EXERCISE GOAL: In the entries below, find the line with "context.strokeStyle = halo;" and the line with "M 729,733 L". Return those two lines and all lines between them, exactly.

RECORDS FOR THE TASK:

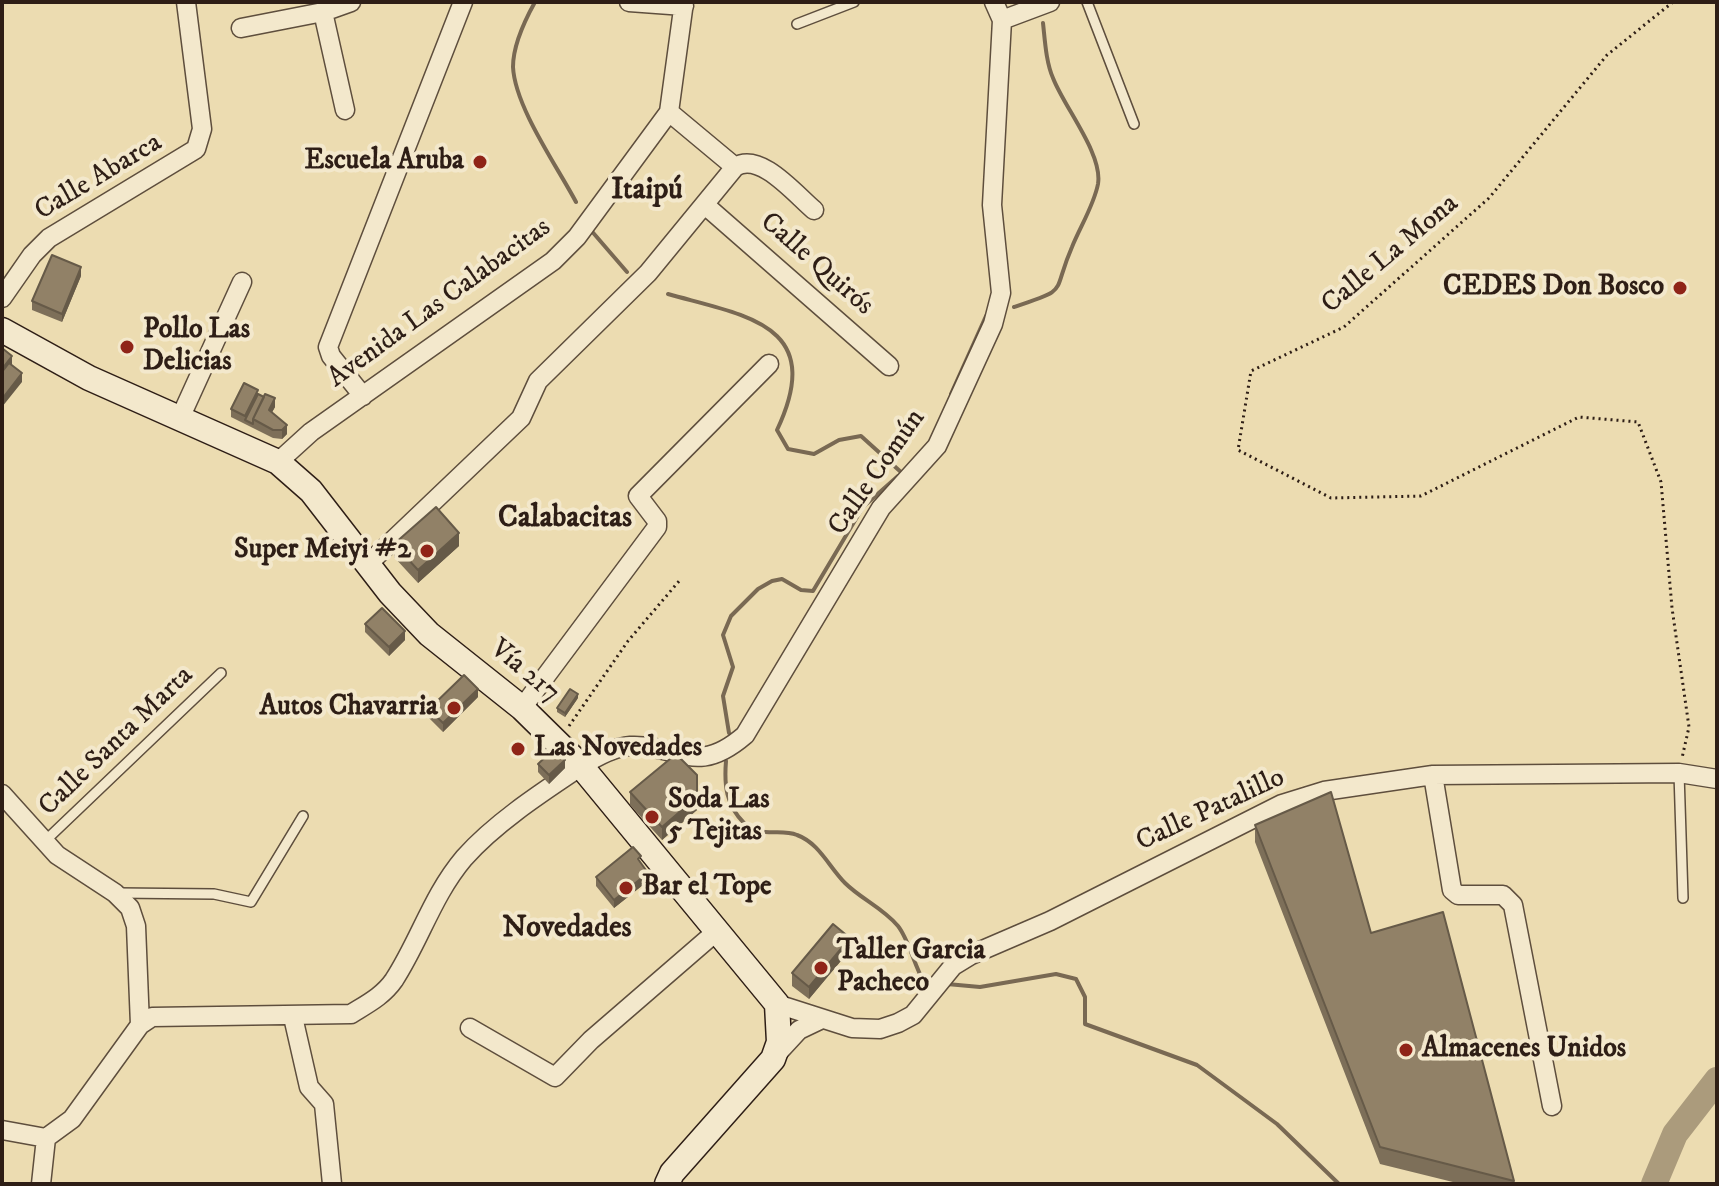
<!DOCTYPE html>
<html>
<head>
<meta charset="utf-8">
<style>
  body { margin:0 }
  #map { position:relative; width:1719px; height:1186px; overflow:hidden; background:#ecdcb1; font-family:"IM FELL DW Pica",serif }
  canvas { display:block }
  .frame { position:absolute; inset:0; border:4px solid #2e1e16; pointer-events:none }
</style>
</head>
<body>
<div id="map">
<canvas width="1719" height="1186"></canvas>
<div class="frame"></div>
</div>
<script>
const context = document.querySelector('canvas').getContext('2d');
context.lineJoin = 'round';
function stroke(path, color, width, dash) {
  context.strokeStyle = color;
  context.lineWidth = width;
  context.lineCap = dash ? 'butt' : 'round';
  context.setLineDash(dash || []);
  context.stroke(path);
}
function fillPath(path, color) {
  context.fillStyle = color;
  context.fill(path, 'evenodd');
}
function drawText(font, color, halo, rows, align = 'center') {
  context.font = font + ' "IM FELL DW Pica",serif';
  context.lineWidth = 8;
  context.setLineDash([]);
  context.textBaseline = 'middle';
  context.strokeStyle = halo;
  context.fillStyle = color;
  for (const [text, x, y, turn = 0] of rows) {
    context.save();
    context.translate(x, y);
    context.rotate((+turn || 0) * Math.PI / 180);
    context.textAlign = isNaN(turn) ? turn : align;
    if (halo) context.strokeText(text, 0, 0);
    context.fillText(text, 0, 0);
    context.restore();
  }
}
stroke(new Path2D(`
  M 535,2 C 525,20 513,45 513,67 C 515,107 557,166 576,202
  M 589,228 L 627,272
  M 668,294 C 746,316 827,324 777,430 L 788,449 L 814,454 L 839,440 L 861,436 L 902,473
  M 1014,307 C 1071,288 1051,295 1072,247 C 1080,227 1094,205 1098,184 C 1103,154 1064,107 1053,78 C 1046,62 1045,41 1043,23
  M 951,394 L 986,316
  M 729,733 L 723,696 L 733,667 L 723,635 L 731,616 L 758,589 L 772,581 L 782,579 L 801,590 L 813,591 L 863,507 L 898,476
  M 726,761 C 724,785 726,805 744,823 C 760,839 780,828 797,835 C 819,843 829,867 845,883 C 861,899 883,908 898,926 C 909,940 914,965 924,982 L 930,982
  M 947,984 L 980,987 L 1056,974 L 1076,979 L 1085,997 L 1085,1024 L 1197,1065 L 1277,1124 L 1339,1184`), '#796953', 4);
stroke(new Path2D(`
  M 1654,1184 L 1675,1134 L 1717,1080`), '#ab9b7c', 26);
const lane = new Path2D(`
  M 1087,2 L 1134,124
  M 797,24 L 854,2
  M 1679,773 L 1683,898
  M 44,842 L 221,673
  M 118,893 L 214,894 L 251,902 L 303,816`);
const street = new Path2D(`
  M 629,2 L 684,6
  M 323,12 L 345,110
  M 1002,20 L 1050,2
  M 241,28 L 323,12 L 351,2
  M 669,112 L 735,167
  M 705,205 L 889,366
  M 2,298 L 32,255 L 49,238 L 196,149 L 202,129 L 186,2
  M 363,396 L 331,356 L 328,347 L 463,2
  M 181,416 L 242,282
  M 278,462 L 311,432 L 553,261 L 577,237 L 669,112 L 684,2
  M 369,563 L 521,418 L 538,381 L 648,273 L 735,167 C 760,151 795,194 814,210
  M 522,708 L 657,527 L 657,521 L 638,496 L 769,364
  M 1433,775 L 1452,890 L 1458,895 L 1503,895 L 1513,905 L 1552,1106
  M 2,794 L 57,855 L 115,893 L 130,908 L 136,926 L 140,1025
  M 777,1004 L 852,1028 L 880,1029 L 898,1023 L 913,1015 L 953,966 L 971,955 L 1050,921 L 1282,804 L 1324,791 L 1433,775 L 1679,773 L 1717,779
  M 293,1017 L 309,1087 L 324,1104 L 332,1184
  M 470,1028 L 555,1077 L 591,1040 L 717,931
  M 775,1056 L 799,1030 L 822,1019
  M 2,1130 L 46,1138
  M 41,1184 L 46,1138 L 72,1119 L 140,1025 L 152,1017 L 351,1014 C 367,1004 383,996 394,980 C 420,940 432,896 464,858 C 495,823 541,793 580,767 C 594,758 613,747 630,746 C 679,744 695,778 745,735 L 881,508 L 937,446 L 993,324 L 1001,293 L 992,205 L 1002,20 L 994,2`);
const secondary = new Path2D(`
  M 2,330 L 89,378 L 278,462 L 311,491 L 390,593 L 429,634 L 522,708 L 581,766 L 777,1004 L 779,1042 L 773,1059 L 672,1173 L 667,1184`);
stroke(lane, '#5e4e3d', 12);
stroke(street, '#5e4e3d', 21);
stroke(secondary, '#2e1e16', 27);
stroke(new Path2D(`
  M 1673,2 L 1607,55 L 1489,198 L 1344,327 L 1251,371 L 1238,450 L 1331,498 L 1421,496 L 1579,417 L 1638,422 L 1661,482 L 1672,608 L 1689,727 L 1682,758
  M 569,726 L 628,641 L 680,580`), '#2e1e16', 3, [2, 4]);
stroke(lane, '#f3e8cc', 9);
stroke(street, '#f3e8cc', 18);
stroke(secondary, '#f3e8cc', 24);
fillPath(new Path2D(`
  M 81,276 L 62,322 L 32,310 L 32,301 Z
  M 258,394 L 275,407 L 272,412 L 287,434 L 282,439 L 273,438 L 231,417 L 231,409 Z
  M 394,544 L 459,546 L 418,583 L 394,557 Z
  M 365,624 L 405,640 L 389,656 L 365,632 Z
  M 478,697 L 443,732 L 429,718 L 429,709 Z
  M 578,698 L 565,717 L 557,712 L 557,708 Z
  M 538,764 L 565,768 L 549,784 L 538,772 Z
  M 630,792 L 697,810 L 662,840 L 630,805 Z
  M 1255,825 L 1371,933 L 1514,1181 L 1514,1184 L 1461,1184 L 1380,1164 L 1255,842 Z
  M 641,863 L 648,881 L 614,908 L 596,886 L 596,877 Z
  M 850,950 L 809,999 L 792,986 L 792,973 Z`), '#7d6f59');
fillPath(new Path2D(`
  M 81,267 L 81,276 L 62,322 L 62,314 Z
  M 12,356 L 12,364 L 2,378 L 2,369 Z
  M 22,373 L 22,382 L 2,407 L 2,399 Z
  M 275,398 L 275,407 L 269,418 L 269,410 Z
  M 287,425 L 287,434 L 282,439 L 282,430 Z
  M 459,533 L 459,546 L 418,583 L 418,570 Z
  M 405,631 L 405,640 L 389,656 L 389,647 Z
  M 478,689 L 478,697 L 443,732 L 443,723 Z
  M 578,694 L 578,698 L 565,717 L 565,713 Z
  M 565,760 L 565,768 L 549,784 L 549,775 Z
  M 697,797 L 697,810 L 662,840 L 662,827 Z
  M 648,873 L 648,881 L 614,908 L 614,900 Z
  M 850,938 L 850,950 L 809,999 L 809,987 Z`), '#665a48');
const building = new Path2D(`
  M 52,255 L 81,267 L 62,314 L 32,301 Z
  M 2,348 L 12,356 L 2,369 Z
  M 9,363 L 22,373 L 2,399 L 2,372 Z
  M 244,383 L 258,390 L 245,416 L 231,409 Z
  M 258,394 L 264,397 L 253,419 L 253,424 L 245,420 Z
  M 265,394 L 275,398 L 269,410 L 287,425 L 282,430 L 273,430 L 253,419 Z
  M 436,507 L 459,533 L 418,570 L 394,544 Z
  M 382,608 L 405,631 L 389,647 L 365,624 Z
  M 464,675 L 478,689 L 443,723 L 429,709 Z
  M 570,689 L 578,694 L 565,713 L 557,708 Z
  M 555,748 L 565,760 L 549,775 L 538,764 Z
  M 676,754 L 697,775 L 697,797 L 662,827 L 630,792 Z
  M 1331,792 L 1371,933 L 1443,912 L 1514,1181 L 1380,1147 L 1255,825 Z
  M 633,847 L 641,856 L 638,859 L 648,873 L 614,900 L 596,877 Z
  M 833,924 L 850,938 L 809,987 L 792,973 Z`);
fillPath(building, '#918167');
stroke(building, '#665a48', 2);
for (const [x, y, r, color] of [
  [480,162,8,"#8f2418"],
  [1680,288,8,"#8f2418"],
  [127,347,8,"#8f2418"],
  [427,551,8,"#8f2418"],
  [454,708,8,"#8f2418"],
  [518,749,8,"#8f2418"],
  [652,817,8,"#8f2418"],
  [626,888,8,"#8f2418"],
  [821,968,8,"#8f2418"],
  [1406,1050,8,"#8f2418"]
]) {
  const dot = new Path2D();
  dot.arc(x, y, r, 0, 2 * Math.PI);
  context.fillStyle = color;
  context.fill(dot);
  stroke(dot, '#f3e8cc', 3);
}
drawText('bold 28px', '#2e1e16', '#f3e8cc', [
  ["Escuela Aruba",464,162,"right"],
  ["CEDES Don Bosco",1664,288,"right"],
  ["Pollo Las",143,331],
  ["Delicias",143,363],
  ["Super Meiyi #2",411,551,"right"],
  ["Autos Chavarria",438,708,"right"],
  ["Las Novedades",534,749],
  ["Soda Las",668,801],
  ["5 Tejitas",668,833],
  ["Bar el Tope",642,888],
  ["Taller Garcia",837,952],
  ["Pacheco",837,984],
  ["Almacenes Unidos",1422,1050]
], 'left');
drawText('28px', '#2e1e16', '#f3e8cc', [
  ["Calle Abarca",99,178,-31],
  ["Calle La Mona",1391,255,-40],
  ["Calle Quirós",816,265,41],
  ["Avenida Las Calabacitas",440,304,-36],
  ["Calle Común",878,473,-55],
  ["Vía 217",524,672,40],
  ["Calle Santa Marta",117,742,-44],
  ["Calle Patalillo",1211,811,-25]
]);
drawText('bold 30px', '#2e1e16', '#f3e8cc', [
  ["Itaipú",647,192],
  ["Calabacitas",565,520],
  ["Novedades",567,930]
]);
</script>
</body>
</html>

RESPONSE TO THIS TASK:
  context.strokeStyle = halo;
  context.fillStyle = color;
  for (const [text, x, y, turn = 0] of rows) {
    context.save();
    context.translate(x, y);
    context.rotate((+turn || 0) * Math.PI / 180);
    context.textAlign = isNaN(turn) ? turn : align;
    if (halo) context.strokeText(text, 0, 0);
    context.fillText(text, 0, 0);
    context.restore();
  }
}
stroke(new Path2D(`
  M 535,2 C 525,20 513,45 513,67 C 515,107 557,166 576,202
  M 589,228 L 627,272
  M 668,294 C 746,316 827,324 777,430 L 788,449 L 814,454 L 839,440 L 861,436 L 902,473
  M 1014,307 C 1071,288 1051,295 1072,247 C 1080,227 1094,205 1098,184 C 1103,154 1064,107 1053,78 C 1046,62 1045,41 1043,23
  M 951,394 L 986,316
  M 729,733 L 723,696 L 733,667 L 723,635 L 731,616 L 758,589 L 772,581 L 782,579 L 801,590 L 813,591 L 863,507 L 898,476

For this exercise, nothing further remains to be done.